++++ PROVIDED RECORDS

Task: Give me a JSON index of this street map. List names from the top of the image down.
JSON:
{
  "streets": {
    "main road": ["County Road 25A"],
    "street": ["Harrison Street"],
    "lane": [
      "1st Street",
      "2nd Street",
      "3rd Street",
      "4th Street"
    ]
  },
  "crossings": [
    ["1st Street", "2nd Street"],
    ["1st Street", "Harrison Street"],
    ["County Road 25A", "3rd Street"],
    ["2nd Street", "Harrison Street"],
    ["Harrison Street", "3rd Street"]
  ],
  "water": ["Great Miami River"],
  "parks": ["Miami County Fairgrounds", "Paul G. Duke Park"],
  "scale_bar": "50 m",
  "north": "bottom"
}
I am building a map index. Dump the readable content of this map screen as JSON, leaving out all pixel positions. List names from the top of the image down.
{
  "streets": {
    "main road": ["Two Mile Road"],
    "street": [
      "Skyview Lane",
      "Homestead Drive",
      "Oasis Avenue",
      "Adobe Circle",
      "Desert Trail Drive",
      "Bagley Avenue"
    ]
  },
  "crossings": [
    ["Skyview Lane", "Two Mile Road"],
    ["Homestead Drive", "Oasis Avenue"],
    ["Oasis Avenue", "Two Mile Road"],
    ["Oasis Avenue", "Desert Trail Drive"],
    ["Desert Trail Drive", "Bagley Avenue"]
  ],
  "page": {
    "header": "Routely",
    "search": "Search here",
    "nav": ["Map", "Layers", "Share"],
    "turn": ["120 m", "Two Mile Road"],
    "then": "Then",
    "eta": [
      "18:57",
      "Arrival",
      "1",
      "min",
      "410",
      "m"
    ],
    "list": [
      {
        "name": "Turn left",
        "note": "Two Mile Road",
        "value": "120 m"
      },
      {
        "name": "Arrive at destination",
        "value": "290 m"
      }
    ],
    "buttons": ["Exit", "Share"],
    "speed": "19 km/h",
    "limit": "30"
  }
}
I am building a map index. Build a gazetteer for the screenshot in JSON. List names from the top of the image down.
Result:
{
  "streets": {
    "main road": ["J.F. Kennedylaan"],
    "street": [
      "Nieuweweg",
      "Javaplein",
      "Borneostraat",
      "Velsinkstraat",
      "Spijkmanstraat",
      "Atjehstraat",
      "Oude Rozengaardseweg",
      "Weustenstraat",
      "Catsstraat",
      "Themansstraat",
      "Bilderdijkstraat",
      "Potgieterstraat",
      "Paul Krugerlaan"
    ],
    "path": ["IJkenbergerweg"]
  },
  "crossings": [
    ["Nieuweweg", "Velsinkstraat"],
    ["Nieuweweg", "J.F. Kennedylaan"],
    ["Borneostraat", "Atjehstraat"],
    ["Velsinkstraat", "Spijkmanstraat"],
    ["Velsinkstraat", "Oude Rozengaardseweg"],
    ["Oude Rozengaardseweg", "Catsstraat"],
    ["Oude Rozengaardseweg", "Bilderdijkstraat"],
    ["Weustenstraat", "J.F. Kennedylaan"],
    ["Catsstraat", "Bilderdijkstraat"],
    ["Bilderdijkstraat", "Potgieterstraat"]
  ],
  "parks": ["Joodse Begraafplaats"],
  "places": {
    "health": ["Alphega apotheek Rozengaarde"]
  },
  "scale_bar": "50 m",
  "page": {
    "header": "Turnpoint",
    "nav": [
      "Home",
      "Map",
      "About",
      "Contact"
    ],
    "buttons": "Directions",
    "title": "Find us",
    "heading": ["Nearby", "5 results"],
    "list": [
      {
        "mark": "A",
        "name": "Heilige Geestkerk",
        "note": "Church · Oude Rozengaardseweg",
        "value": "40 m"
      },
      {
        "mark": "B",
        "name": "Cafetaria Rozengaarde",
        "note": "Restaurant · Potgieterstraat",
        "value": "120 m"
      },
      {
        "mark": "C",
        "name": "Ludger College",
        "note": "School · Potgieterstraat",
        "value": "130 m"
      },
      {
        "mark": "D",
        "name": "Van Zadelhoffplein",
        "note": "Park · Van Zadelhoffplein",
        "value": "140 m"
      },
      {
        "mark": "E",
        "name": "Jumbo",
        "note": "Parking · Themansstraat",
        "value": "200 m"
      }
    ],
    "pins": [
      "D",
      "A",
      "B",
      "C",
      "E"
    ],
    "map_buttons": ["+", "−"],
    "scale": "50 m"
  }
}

++++++++

### TASK TO CARRY OUT
All of the records above must be reproduced exactly.

### RESPONSE BOX
Task: Give me a JSON index of this street map. List names from the top of the image down.
JSON:
{
  "streets": {
    "main road": ["County Road 25A"],
    "street": ["Harrison Street"],
    "lane": [
      "1st Street",
      "2nd Street",
      "3rd Street",
      "4th Street"
    ]
  },
  "crossings": [
    ["1st Street", "2nd Street"],
    ["1st Street", "Harrison Street"],
    ["County Road 25A", "3rd Street"],
    ["2nd Street", "Harrison Street"],
    ["Harrison Street", "3rd Street"]
  ],
  "water": ["Great Miami River"],
  "parks": ["Miami County Fairgrounds", "Paul G. Duke Park"],
  "scale_bar": "50 m",
  "north": "bottom"
}
I am building a map index. Dump the readable content of this map screen as JSON, leaving out all pixel positions. List names from the top of the image down.
{
  "streets": {
    "main road": ["Two Mile Road"],
    "street": [
      "Skyview Lane",
      "Homestead Drive",
      "Oasis Avenue",
      "Adobe Circle",
      "Desert Trail Drive",
      "Bagley Avenue"
    ]
  },
  "crossings": [
    ["Skyview Lane", "Two Mile Road"],
    ["Homestead Drive", "Oasis Avenue"],
    ["Oasis Avenue", "Two Mile Road"],
    ["Oasis Avenue", "Desert Trail Drive"],
    ["Desert Trail Drive", "Bagley Avenue"]
  ],
  "page": {
    "header": "Routely",
    "search": "Search here",
    "nav": ["Map", "Layers", "Share"],
    "turn": ["120 m", "Two Mile Road"],
    "then": "Then",
    "eta": [
      "18:57",
      "Arrival",
      "1",
      "min",
      "410",
      "m"
    ],
    "list": [
      {
        "name": "Turn left",
        "note": "Two Mile Road",
        "value": "120 m"
      },
      {
        "name": "Arrive at destination",
        "value": "290 m"
      }
    ],
    "buttons": ["Exit", "Share"],
    "speed": "19 km/h",
    "limit": "30"
  }
}
I am building a map index. Build a gazetteer for the screenshot in JSON. List names from the top of the image down.
Result:
{
  "streets": {
    "main road": ["J.F. Kennedylaan"],
    "street": [
      "Nieuweweg",
      "Javaplein",
      "Borneostraat",
      "Velsinkstraat",
      "Spijkmanstraat",
      "Atjehstraat",
      "Oude Rozengaardseweg",
      "Weustenstraat",
      "Catsstraat",
      "Themansstraat",
      "Bilderdijkstraat",
      "Potgieterstraat",
      "Paul Krugerlaan"
    ],
    "path": ["IJkenbergerweg"]
  },
  "crossings": [
    ["Nieuweweg", "Velsinkstraat"],
    ["Nieuweweg", "J.F. Kennedylaan"],
    ["Borneostraat", "Atjehstraat"],
    ["Velsinkstraat", "Spijkmanstraat"],
    ["Velsinkstraat", "Oude Rozengaardseweg"],
    ["Oude Rozengaardseweg", "Catsstraat"],
    ["Oude Rozengaardseweg", "Bilderdijkstraat"],
    ["Weustenstraat", "J.F. Kennedylaan"],
    ["Catsstraat", "Bilderdijkstraat"],
    ["Bilderdijkstraat", "Potgieterstraat"]
  ],
  "parks": ["Joodse Begraafplaats"],
  "places": {
    "health": ["Alphega apotheek Rozengaarde"]
  },
  "scale_bar": "50 m",
  "page": {
    "header": "Turnpoint",
    "nav": [
      "Home",
      "Map",
      "About",
      "Contact"
    ],
    "buttons": "Directions",
    "title": "Find us",
    "heading": ["Nearby", "5 results"],
    "list": [
      {
        "mark": "A",
        "name": "Heilige Geestkerk",
        "note": "Church · Oude Rozengaardseweg",
        "value": "40 m"
      },
      {
        "mark": "B",
        "name": "Cafetaria Rozengaarde",
        "note": "Restaurant · Potgieterstraat",
        "value": "120 m"
      },
      {
        "mark": "C",
        "name": "Ludger College",
        "note": "School · Potgieterstraat",
        "value": "130 m"
      },
      {
        "mark": "D",
        "name": "Van Zadelhoffplein",
        "note": "Park · Van Zadelhoffplein",
        "value": "140 m"
      },
      {
        "mark": "E",
        "name": "Jumbo",
        "note": "Parking · Themansstraat",
        "value": "200 m"
      }
    ],
    "pins": [
      "D",
      "A",
      "B",
      "C",
      "E"
    ],
    "map_buttons": ["+", "−"],
    "scale": "50 m"
  }
}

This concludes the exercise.